Cultura

Diário de Deolinda apresentado na União

A Mayamba Editora e a família de Deolinda Rodrigues “Langidila”, apresentam, hoje, às 16h30, na União dos Escritores Angolanos, em Luanda, a segunda edição do livro “Diário de um exílio sem regresso”, revista e actualizada. O livro inclui a “Carta de Martin Luther King a Deolinda Rodrigues”.
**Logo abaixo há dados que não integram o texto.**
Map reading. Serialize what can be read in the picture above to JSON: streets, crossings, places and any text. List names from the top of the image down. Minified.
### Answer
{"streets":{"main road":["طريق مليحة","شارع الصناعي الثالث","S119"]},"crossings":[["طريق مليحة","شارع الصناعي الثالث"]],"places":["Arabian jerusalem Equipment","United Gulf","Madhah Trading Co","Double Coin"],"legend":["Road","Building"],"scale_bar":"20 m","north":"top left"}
“Diário de Um Exílio sem Regresso” de Deolinda Rodrigues é lançado na União dos escritores
Fotografia: Jaimagens | fotógrafo

A obra, com 256 páginas e pertença da colecção Biblioteca da História, é apresentado pelo nacionalista Julião Mateus Paulo “Dino Matross”.
Citando Jacinto Fortunato, contemporâneo de Deolinda Rodrigues, num texto datado de 16 de Março de 2003, sob o título “Deolinda Rodrigues (Langidila) – O perfil de uma lutadora indomável”, (páginas 17 e18), “Deolinda, como nós a chamávamos, rompeu com os preceitos conservadores da sociedade colonial que reservavam à mulher um papel secundário e submisso e fez da luta de libertação – pelo pragmatismo da guerrilha – o caminho mais justo para se atingir a total emancipação dos angolanos do servilismo e das oportunidades desiguais."
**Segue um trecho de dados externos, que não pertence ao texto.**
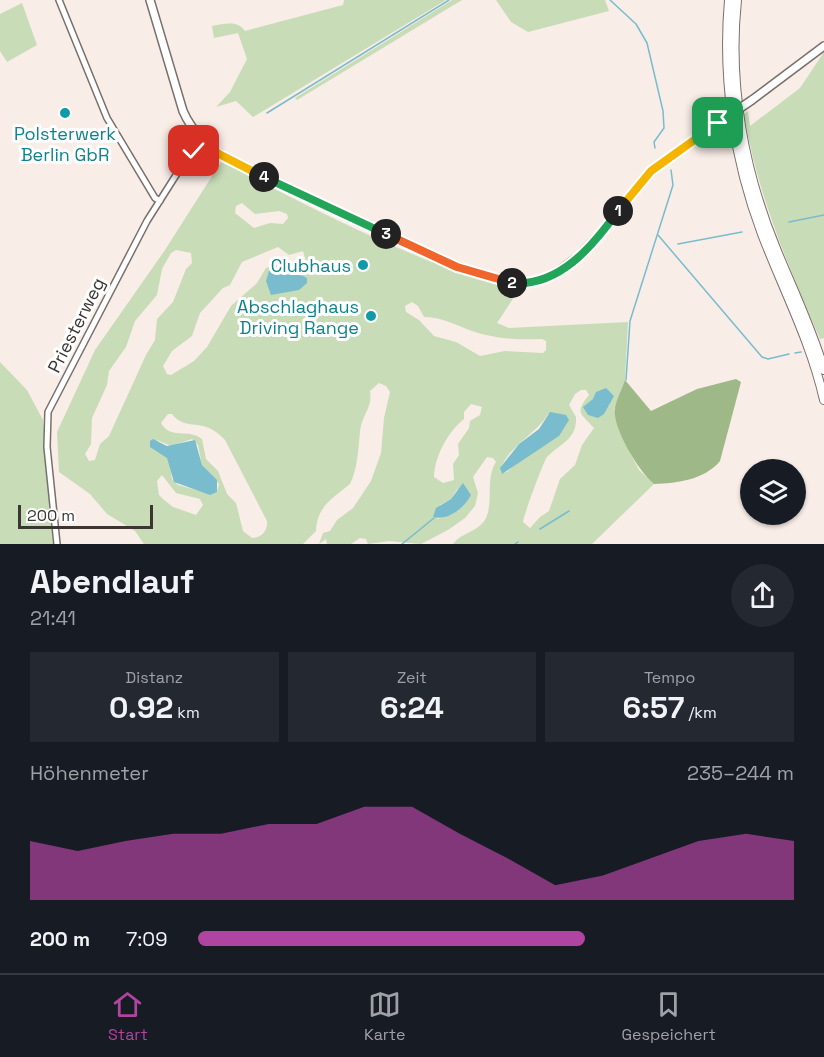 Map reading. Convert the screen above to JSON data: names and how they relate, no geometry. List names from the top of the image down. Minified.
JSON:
{"streets":{"street":["Priesterweg"]},"places":["Polsterwerk Berlin GbR","Clubhaus","Abschlaghaus Driving Range"],"scale_bar":"200 m","page":{"pins":["4","1","3","2"],"scale":"200 m","heading":["Abendlauf","21:41"],"stats":[["Distanz","0.92 km"],["Zeit","6:24"],["Tempo","6:57 /km"]],"chart":["Höhenmeter","235–244 m"],"list":[{"name":"200 m","note":"7:09"}],"tabs":["Start","Karte","Gespeichert"]}}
Jacinto Fortunato recorda que, como estudante no Brasil, no Instituto Metodista Chácara Flora, em São Paulo, Deolinda era considerada uma aluna brilhante, exemplar, muito querida e dedicada aos estudos.
“O patriotismo de Deolinda Rodrigues estava evidente na forma escorreita e apaixonada como abordava os problemas de Angola, deixando transparecer laivos de emoção e certeza na vitória. O patriotismo era outro dos traços característicos da sua personalidade, que se projectava na obsessão que sempre alimentou pela independência de Angola. Dava a impressão que não falava de outra coisa! Por ela lutou e sacrificou a sua vida.”
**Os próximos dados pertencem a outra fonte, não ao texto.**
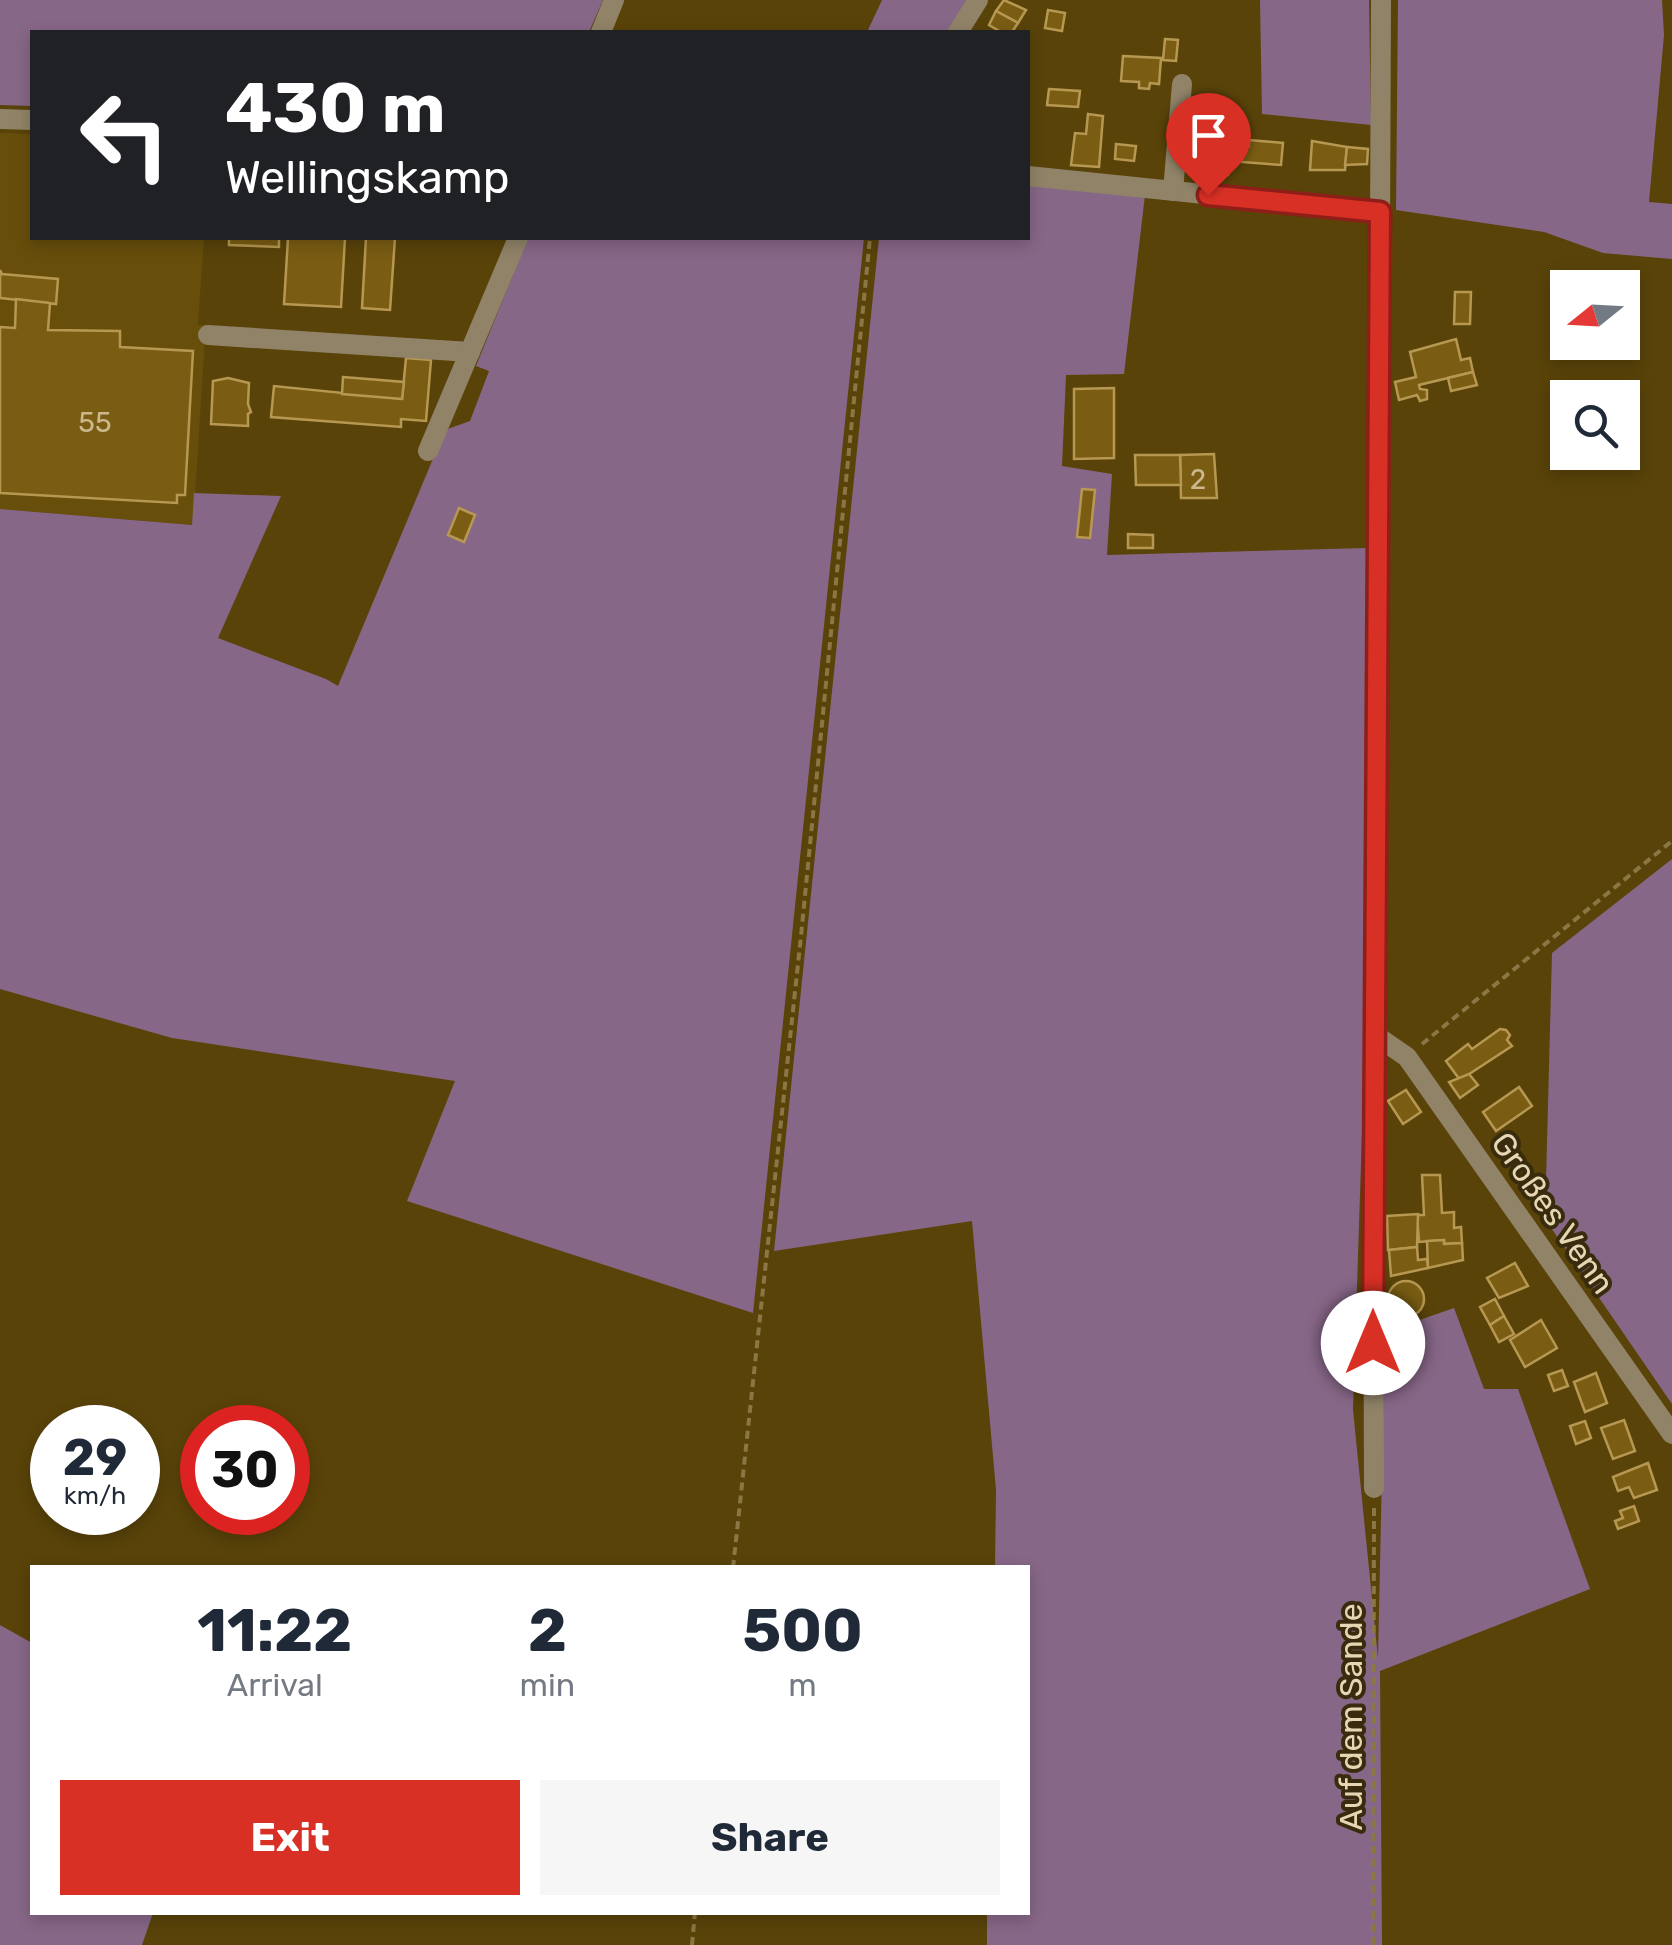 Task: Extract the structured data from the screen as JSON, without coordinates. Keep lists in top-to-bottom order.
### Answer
{
  "streets": {
    "street": ["Großes Venn"],
    "path": ["Auf dem Sande"]
  },
  "house_numbers": ["55", "2"],
  "north": "left",
  "page": {
    "turn": ["430 m", "Wellingskamp"],
    "speed": "29 km/h",
    "limit": "30",
    "eta": [
      "11:22",
      "Arrival",
      "2",
      "min",
      "500",
      "m"
    ],
    "buttons": ["Exit", "Share"]
  }
}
Jacinto Fortunato prossegue: “É pedagógico lembrar o seu exemplo às gerações vindouras e dar a conhecer ao mundo o perfil de uma lutadora que deu a sua vida à causa da nossa luta de libertação. Morreu precocemente, mas venceram os princípios nacionalistas porque se bateu. Valeu a pena, indomável Deolinda...”
Por sua vez, o historiador Cornélio Caley, no Prefácio “Algumas considerações sobre o Diário de Deolinda Rodrigues” (páginas 21-26), refere que no momento em que a consciência social encontra dificuldades de se afirmar no seio do povo angolano por má gestão das ideologias, "o Diário de Deolinda pode contribuir para despertar a juventude para a acção, pois os problemas de ontem continuam ainda a ser os desafios de hoje. Então, contra todas as adversidades e vicissitudes, haverá sempre alguém que se levante em prol da felicidade do povo."
O historiador afirma que, com este diário, Deolinda deixa claramente o campo de simples heroína do MPLA para, definitivamente, se juntar ao campo dos heróis da pátria angolana.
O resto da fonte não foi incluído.